State, Dep’t of Health & Rehabilitative Servs. v. Scott, 418 So.2d 1032, 1033-34 (Fla. 2d DCA 1982) (citation omitted). Construction undertaken by a county which results in the flooding of a landowner’s property with a degree of permanency may result in a taking that gives rise to an action for inverse condemnation. See Elliott v. Hernando Cnty., 281 So.2d 395, 396 (Fla. 2d DCA 1973); Thompson v. Nassau Cnty., 343 So.2d 965, 966 (Fla. 1st DCA 1977).
III. DISCUSSION
The unusual nature of Ms. Baldwin’s claim for inverse condemnation is its extraterritorial aspect. The County’s activities that allegedly resulted in flooding Ms.
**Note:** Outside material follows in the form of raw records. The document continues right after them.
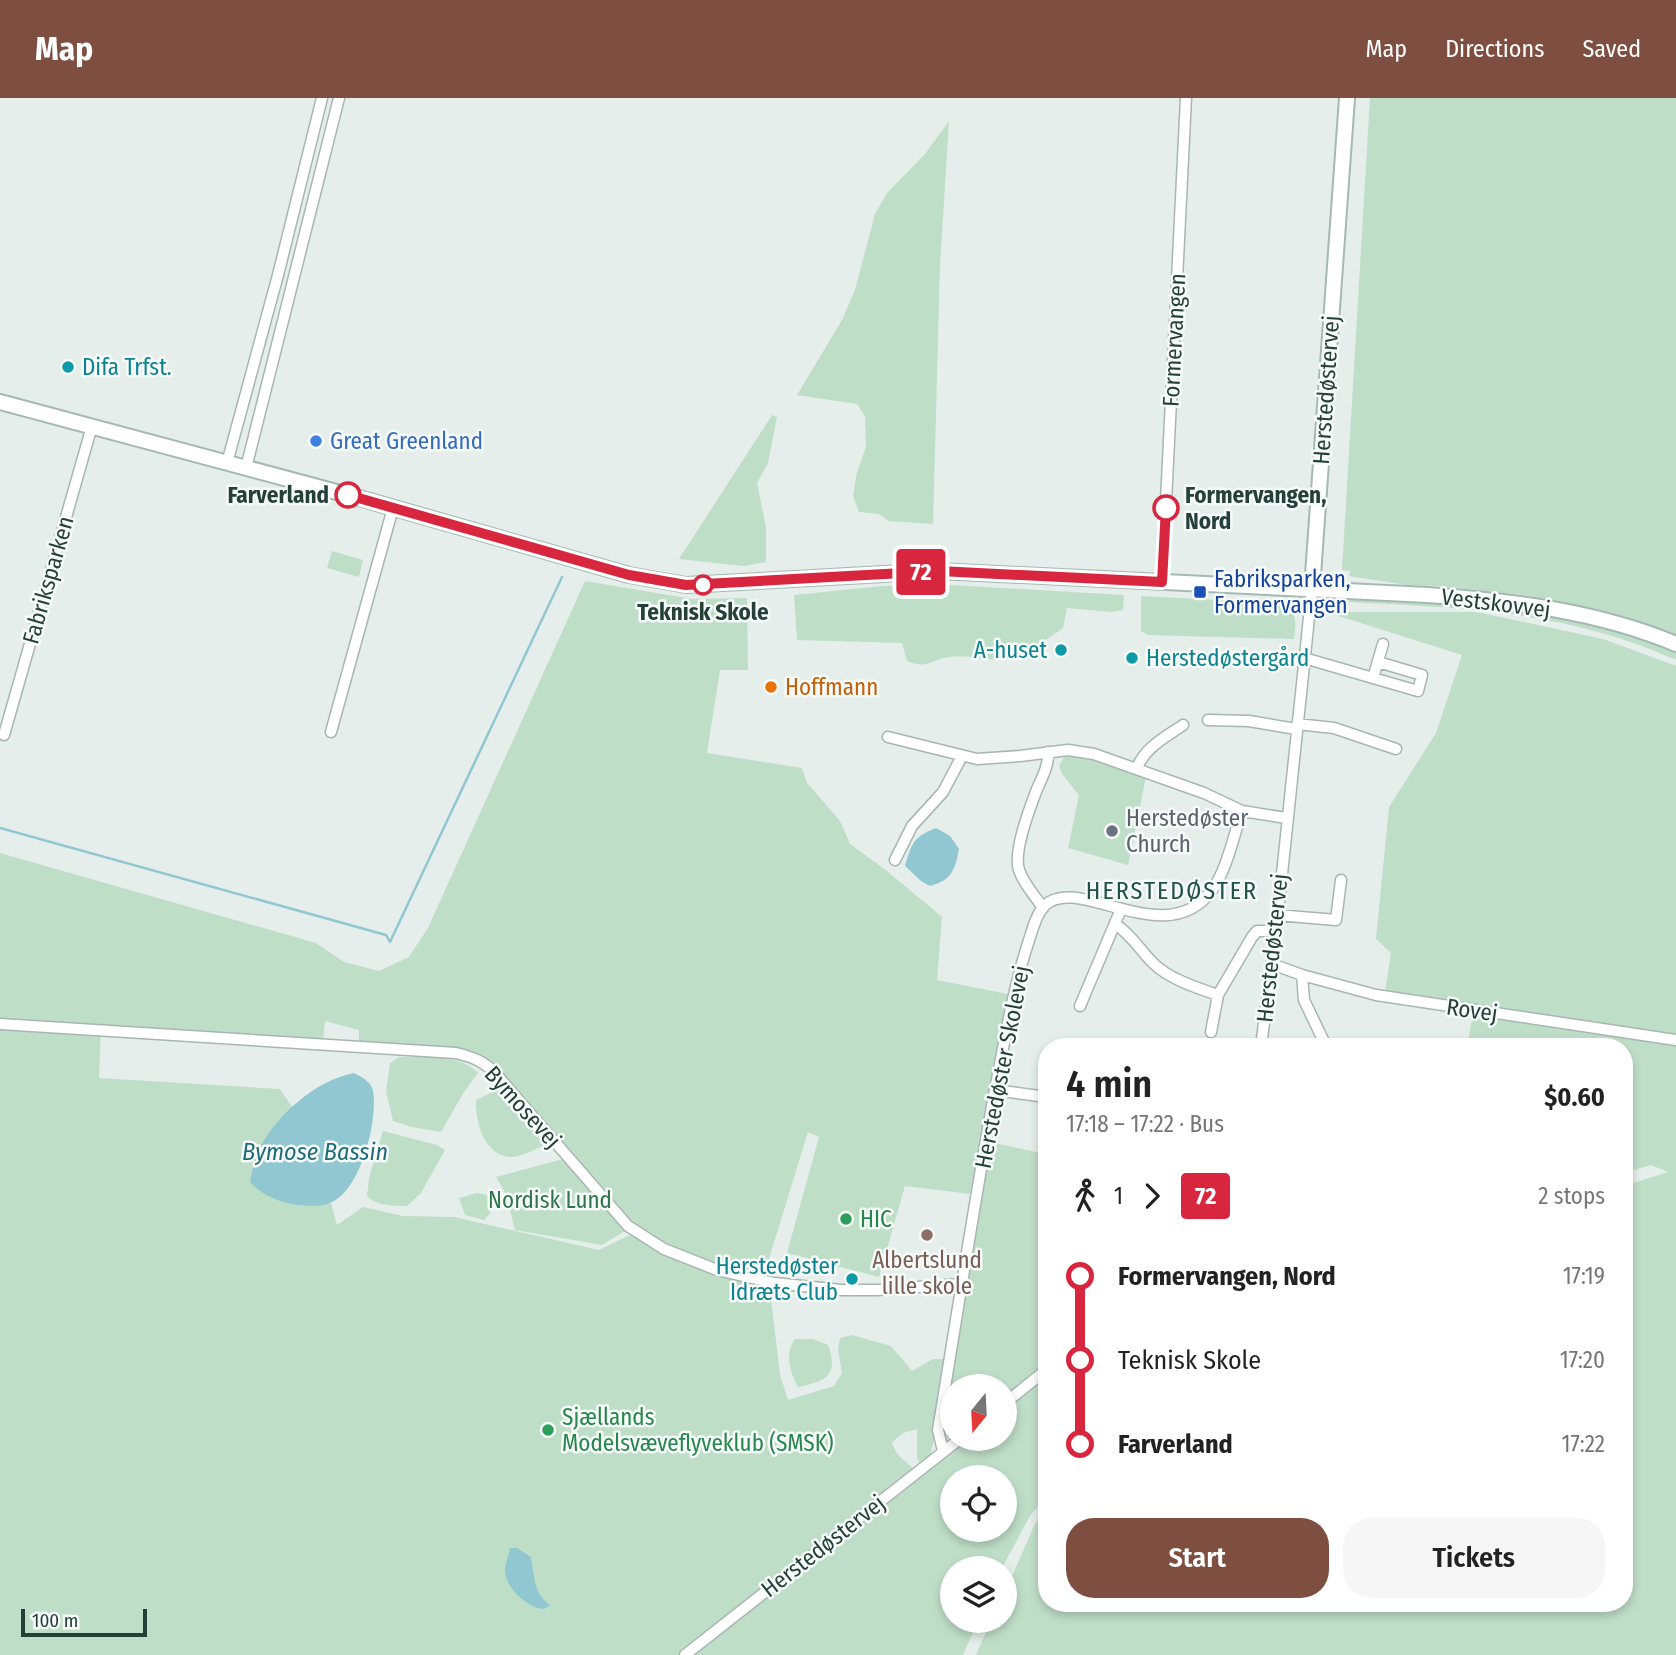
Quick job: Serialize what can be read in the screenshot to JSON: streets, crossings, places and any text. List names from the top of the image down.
{
  "streets": {
    "street": [
      "Formervangen",
      "Herstedøstervej",
      "Fabriksparken",
      "Vestskovvej",
      "Rovej",
      "Herstedøster Skolevej",
      "Bymosevej"
    ]
  },
  "crossings": [
    ["Herstedøstervej", "Vestskovvej"],
    ["Herstedøstervej", "Rovej"],
    ["Herstedøster Skolevej", "Bymosevej"]
  ],
  "districts": ["HERSTEDØSTER"],
  "water": ["Bymose Bassin"],
  "parks": ["Nordisk Lund"],
  "places": {
    "other": [
      "Difa Trfst.",
      "Great Greenland",
      "Farverland",
      "Formervangen, Nord",
      "Teknisk Skole",
      "A-huset",
      "Herstedøstergård",
      "Hoffmann",
      "Herstedøster Church",
      "HIC",
      "Albertslund lille skole",
      "Herstedøster Idræts Club",
      "Sjællands Modelsvæveflyveklub (SMSK)"
    ],
    "transit": ["Fabriksparken, Formervangen"]
  },
  "lines": ["bus line 72"],
  "scale_bar": "100 m",
  "north": "bottom",
  "page": {
    "header": "Map",
    "nav": ["Map", "Directions", "Saved"],
    "on_map": "72",
    "heading": ["4 min", "17:18 – 17:22 · Bus", "$0.60"],
    "legs": ["1", "72", "2 stops"],
    "list": [
      {
        "name": "Formervangen, Nord",
        "value": "17:19"
      },
      {
        "name": "Teknisk Skole",
        "value": "17:20"
      },
      {
        "name": "Farverland",
        "value": "17:22"
      }
    ],
    "buttons": ["Start", "Tickets"],
    "scale": "100 m"
  }
}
Baldwin’s property occurred entirely outside the County’s limits in another county. Thus there may be a question about the County’s authority to exercise the power of eminent domain in another jurisdiction in the manner alleged in the complaint. Cf. Prosser v. Polk Cnty., 545 So.2d 934 (Fla. 2d DCA 1989) (holding that Polk County had the authority to condemn and take property outside its territorial limits for a road project that roughly paralleled the boundary between Polk and Hillsborough Counties).
On appeal, the County argues that the complaint fails to allege that the County was exercising any governmental powers within Hillsborough County. The County contends that absent governmental action, there can be no inverse condemnation. According to the County, it follows that Ms. Baldwin has failed to allege a cause of action for inverse condemnation and the sword-wielder exception does not apply. Thus the circuit court erred in failing to honor the County’s home venue privilege. We disagree.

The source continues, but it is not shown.